**WHAT TO WORK ON**:
From the listing below, pull each line that includes "secondary".
[[ INFORMATION open ]]
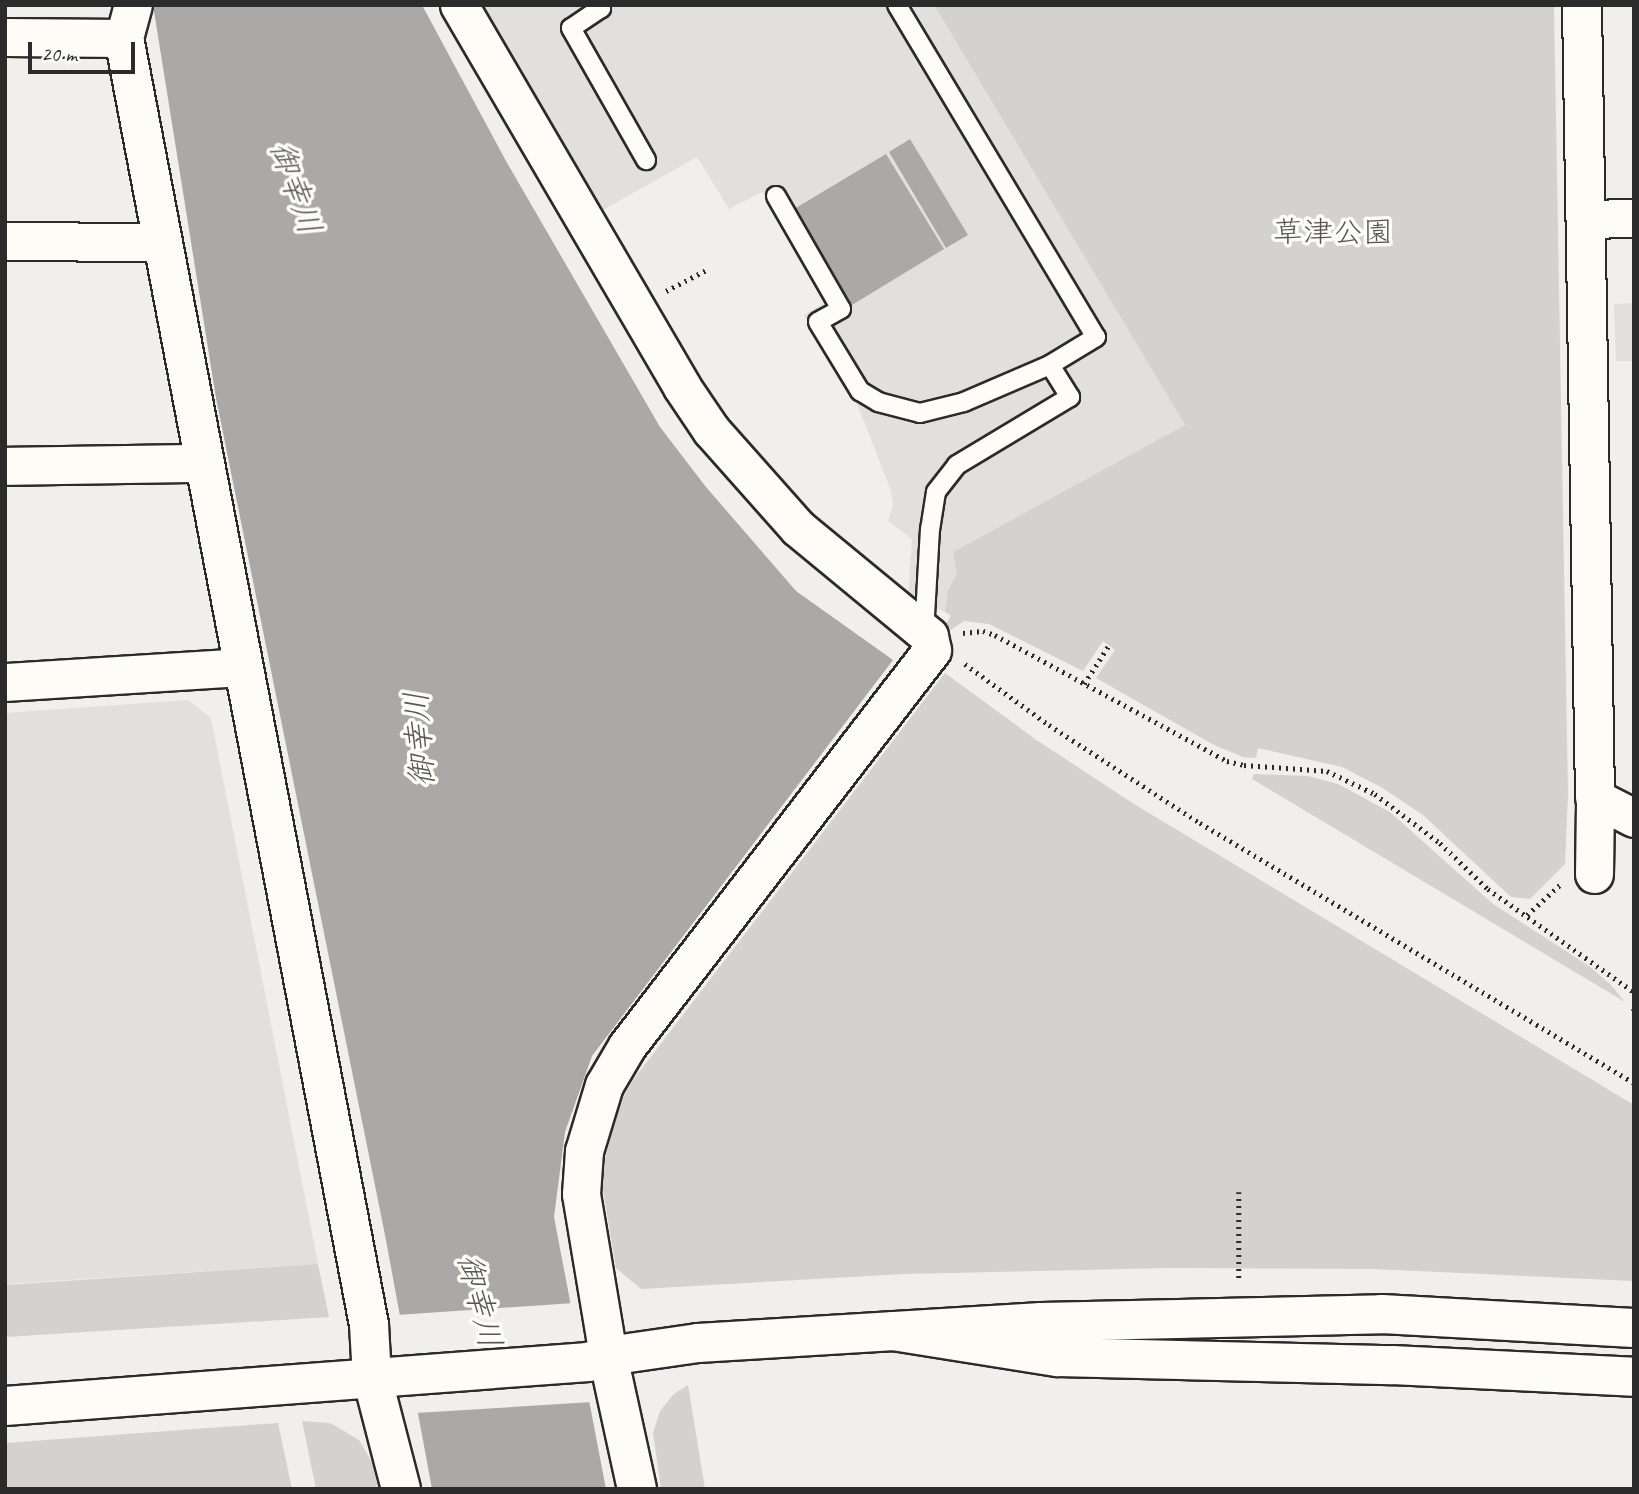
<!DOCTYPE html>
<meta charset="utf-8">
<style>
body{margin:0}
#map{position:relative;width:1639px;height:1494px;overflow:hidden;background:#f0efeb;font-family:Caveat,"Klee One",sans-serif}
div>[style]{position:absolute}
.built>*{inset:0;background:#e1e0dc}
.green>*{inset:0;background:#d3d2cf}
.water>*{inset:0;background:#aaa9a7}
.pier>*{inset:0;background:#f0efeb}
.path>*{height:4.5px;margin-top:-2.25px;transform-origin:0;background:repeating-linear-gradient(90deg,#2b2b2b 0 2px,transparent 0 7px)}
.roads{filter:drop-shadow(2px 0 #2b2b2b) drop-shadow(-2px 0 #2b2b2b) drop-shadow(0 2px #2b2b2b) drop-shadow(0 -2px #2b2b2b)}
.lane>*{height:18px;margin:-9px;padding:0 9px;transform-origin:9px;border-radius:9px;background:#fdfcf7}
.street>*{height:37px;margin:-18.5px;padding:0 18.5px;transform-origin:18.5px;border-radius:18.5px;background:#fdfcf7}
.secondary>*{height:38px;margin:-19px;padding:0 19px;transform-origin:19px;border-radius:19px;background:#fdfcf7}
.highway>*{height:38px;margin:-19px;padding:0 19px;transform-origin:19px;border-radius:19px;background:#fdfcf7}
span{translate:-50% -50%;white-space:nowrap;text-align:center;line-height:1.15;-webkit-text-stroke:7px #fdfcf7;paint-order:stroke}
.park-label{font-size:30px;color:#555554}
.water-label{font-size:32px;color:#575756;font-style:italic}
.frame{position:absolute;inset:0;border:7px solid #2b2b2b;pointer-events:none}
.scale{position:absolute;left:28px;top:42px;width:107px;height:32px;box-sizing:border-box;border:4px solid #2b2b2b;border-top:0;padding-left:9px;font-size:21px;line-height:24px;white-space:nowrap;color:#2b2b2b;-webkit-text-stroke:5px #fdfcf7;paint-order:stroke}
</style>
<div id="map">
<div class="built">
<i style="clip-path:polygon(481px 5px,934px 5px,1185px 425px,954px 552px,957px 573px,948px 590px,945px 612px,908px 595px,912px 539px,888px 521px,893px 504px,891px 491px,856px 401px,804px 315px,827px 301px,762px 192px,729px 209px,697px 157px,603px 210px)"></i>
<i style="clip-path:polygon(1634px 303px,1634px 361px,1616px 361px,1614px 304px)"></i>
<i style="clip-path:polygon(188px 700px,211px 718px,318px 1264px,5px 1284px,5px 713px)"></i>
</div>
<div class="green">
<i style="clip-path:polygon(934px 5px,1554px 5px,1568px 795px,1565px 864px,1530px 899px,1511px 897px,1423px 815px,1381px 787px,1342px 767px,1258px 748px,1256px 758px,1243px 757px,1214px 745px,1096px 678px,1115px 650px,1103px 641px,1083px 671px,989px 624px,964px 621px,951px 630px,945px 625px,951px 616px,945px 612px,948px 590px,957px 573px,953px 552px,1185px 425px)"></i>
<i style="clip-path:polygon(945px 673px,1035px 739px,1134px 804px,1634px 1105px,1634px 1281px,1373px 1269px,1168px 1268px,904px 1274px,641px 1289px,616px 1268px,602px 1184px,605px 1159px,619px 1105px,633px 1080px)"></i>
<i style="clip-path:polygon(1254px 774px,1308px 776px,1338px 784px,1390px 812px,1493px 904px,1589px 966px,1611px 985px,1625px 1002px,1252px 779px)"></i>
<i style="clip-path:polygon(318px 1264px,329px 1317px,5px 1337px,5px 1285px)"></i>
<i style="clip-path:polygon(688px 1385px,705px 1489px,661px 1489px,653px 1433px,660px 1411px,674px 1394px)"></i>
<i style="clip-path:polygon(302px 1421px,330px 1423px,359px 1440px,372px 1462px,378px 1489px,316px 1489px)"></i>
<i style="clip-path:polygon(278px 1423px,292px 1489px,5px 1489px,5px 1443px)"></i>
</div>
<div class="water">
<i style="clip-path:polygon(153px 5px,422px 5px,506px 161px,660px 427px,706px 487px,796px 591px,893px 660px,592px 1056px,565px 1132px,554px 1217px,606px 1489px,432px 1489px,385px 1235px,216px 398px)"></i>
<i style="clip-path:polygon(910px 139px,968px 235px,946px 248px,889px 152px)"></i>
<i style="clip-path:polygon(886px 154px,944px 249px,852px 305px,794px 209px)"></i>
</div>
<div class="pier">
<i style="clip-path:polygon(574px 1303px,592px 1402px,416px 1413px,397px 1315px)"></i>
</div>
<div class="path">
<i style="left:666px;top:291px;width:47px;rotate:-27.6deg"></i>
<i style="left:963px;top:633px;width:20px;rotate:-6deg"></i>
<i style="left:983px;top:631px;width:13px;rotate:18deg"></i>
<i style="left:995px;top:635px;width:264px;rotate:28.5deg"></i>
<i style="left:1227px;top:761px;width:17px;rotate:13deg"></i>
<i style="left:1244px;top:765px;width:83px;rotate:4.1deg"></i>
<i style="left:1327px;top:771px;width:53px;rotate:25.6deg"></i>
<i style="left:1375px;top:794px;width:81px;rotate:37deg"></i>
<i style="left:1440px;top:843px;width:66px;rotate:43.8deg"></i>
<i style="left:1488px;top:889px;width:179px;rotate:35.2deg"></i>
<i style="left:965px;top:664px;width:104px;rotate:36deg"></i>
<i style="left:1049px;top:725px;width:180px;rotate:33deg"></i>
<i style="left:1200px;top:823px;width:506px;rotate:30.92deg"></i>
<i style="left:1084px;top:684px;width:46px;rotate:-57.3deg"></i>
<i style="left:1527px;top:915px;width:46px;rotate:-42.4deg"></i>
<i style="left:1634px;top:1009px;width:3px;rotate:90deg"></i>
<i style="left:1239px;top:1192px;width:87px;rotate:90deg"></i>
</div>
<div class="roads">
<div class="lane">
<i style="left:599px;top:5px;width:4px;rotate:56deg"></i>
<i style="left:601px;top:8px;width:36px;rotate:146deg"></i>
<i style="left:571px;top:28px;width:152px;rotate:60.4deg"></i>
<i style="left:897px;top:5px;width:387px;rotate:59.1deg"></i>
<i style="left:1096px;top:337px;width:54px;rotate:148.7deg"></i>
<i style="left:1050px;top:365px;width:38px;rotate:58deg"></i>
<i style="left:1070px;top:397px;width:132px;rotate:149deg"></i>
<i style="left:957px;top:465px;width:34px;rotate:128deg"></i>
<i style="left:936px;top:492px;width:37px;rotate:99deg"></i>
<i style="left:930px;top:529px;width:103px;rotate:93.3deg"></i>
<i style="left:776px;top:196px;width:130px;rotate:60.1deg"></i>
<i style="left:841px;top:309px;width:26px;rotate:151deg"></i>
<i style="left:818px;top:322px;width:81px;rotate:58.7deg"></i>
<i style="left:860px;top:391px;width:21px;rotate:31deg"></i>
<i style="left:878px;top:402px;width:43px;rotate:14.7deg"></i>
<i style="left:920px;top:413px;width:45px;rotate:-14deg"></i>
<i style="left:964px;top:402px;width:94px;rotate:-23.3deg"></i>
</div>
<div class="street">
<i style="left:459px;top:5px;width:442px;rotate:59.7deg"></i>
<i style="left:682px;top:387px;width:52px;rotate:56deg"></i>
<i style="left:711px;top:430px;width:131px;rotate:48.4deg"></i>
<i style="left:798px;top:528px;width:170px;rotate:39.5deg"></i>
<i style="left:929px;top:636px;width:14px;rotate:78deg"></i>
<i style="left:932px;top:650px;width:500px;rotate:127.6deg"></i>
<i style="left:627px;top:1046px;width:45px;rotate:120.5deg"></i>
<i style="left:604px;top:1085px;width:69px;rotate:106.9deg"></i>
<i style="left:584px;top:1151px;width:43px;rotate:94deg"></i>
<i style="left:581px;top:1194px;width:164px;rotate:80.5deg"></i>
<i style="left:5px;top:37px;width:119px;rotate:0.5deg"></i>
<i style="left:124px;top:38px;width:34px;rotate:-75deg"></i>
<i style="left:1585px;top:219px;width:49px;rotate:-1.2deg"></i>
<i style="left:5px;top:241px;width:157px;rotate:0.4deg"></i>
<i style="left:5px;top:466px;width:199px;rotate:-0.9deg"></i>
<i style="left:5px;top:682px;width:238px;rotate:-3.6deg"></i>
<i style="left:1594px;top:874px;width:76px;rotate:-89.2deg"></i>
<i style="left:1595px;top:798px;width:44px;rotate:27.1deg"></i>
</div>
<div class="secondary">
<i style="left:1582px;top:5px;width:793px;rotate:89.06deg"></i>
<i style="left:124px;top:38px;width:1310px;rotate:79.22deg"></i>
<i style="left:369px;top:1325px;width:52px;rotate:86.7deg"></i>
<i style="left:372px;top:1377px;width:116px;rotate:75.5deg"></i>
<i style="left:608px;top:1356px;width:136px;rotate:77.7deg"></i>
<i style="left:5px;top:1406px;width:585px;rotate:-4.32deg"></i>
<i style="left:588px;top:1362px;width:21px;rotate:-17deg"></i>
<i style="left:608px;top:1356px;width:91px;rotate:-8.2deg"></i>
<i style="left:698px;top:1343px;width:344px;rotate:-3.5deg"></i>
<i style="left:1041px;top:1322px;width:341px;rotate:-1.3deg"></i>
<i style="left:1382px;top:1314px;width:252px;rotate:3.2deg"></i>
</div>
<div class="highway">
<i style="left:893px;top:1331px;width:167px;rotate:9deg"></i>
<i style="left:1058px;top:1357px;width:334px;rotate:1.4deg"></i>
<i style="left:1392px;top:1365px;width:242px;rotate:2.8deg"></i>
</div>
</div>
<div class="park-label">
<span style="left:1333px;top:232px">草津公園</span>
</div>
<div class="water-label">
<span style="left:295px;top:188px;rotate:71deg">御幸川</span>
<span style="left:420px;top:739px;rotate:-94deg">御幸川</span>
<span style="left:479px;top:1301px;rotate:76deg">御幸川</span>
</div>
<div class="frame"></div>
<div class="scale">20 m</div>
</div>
[[ INFORMATION closed ]]
**ANSWER TO THIS PROBLEM**:
.secondary>*{height:38px;margin:-19px;padding:0 19px;transform-origin:19px;border-radius:19px;background:#fdfcf7}
<div class="secondary">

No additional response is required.